江戸に下肥問屋ができるようになり、し尿代は次第に高騰した。ついに寛政三年(1791)には、江戸近郊1,016村の農民が連合し、町奉行所に値下げの嘆願がされた。そこで奉行所は下肥問屋の汲み取りを禁止したものの、相変わらず買い占めは続き、農民は野菜と交換する桶買いを行うようになった。近郊の農作物に頼る江戸では、野菜も高値で売れた。『南総里見八犬伝』の人気作家・滝沢馬琴は、神田明神下の一戸建てに妻と息子夫婦、娘、孫2人の7人で暮らしていたが、下肥取引をしている農家が15歳以下は2人で大人1人分とし、馬琴が期待していたナス300個が250個にされて激怒したという逸話が残っている。

井原西鶴の『好色一代男』の主人公のモデルは灰屋の豪商といわれているが、これは、薪や炭から出る灰を集めて売る商売で、集められた灰は、農地の土壌改良剤や、補給肥料として使われていた。
また、アルカリ性の灰は、酒の酸化を中和したり、和紙や絹・麻の繊維を分離するために利用されたり、染料の色調の調整、陶器の釉薬、洗剤等にも使用された。
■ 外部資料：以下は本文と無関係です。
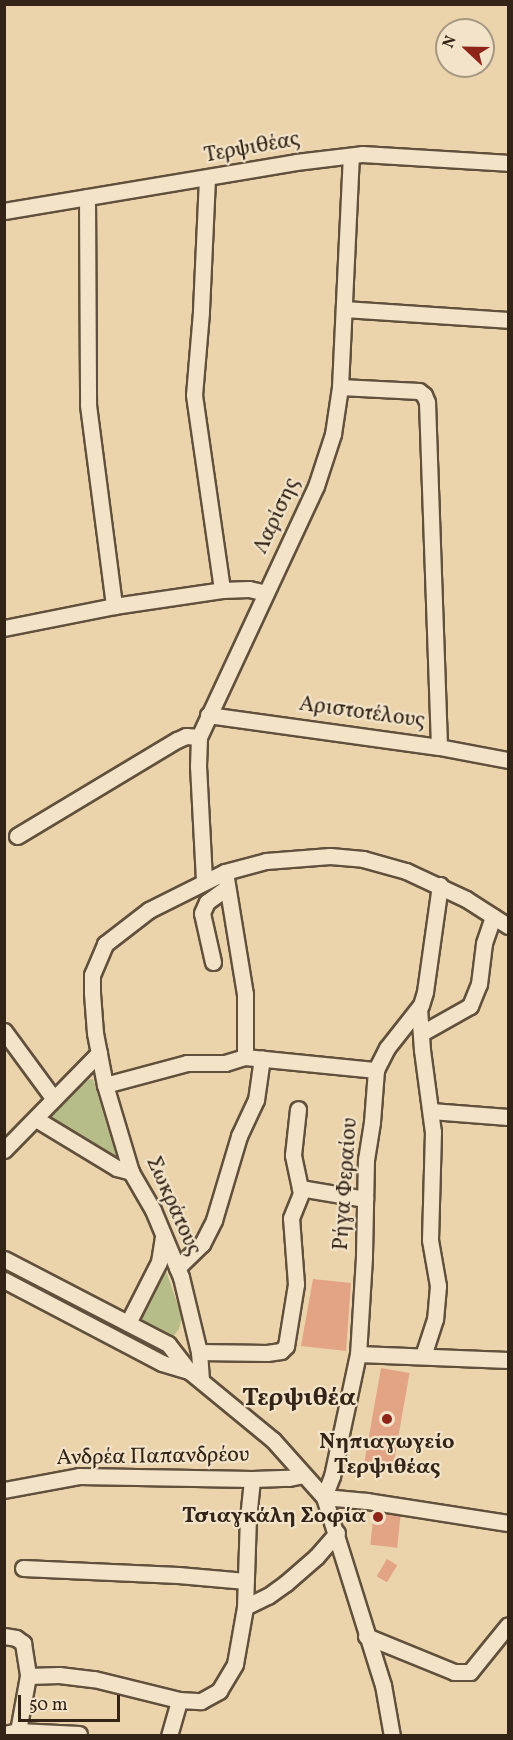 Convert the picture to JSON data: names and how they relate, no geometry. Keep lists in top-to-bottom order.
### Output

米づくりで発生する稲藁は、草履や蓑などに使用されるほか、建築材料や肥料としても活用されていた。街道沿いには、履き潰された草履が積み上げられ、農家が堆肥として使用していた。

“鉄”は貴重な資源として循環していた

江戸の人々は中古品を何度も手直ししながら、使用していた。例えば、庶民の着物は古着が当たり前で、同じ着物を夏と冬で綿を入れ替えながら着倒し、赤ん坊のオムツやぞうきんとしてボロボロになるまで使用された。また、壊れた鍋などは「鋳掛け屋」がふいごと炉を使って、溶かした金属板で修繕していた(図5)。このように江戸の町にはさまざまな修理業者が存在した(図6)。

 

図6/江戸時代のおもなリサイクル業

【職商人】
修理業が本職、時には新品の販売や下取りをやった。
錠前直し 錠前を道具箱の外側に見えるように歩き、修理にまわった。ほとんどの江戸庶民は錠前や鍵に無縁だったので、金物一般の修理を兼ねる者もいた。
羅苧屋
(らおや)
煙管の修理業者。煙草を詰める雁首と口に加える吸い口の間は、羅苧という細い竹でつないである。そこに詰まったヤニを取り除いたり、取り替えたりした。
【修理・再生業者】
壊れて使用できないものを、使えるようにする専門職人
鋳掛け屋 金属製品の修理専門業者。道具を持ち歩いて、古い鍋や釜などの底に穴があいたものや折れた燭台をその場で修理した。
下駄の歯入れ 歯のみ交換可能な下駄があり、すぐに磨り減る下駄の歯の部分だけ抜いて新しいものに差し替えた。
瀬戸物の焼き接ぎ 割れた陶磁器を白玉粉で接着し、加熱して焼き接いだ。
【回収業者】
不要の品物の売買、交換、下取り等を行う業者
紙くず買い 古紙回収業。紙製品を買い取り、再生紙をつくる古紙問屋に売っていた。
古鉄買い くず鉄を買い取り、鍛冶屋などに売った。
古着屋 固定店舗もあったが、行商も発達していた。仕立ててある古着だけでなく端切れなども売っていた。
蝋燭の流れ買い 蝋燭が燃えた後に残ったしずくを秤で目方を計って買い取っていた。

 

生活に必要不可欠で貴重な資源だった鉄は、現代と同じように溶かされて何度もリサイクルされた。そのため、当時の鍬などの農具で現存しているものはかなり少ないという。修理できなくなった壊れた鍋や折れた火鉢、錆朽ちた包丁などのくず鉄は、「古鉄(ふるかね)買」が秤を持って回収し、鍛冶屋や問屋、職人などに売っていた。

江戸市中の古鉄買は享保八年(1723)には1,116人にのぼり、当時のリサイクル業者全体の19%を占めたという。このとき古鉄買は株仲間を組織し鑑札を渡された(図7)。以後、鑑札を持たないものは古鉄買ができなくなり、鑑札を持つものが取り締まりも行っていたという。というのも、たびたびの禁令にもかかわらず火事場の焼け跡で焼金物を拾うものがいたからだ。当時3両あれば1年間暮らせた時代に、古鉄買は一人あたり年間30両ほど稼いでいたという。

おわりに・・・

植物資源や自然エネルギーに依存していた江戸は、究極のエコロジー社会だったといえる。魚の油で灯を取り、残ったかすは、し尿などと同様に有機肥料になり、そこに虫や鳥が集まり武蔵野の荒地に豊かな雑木林が形成された。武蔵野の台地の豊かな水が江戸湾に注ぎ込み、海藻や魚介の栄養源になった。産業活動と自然が一体となった循環社会が実現していたのである。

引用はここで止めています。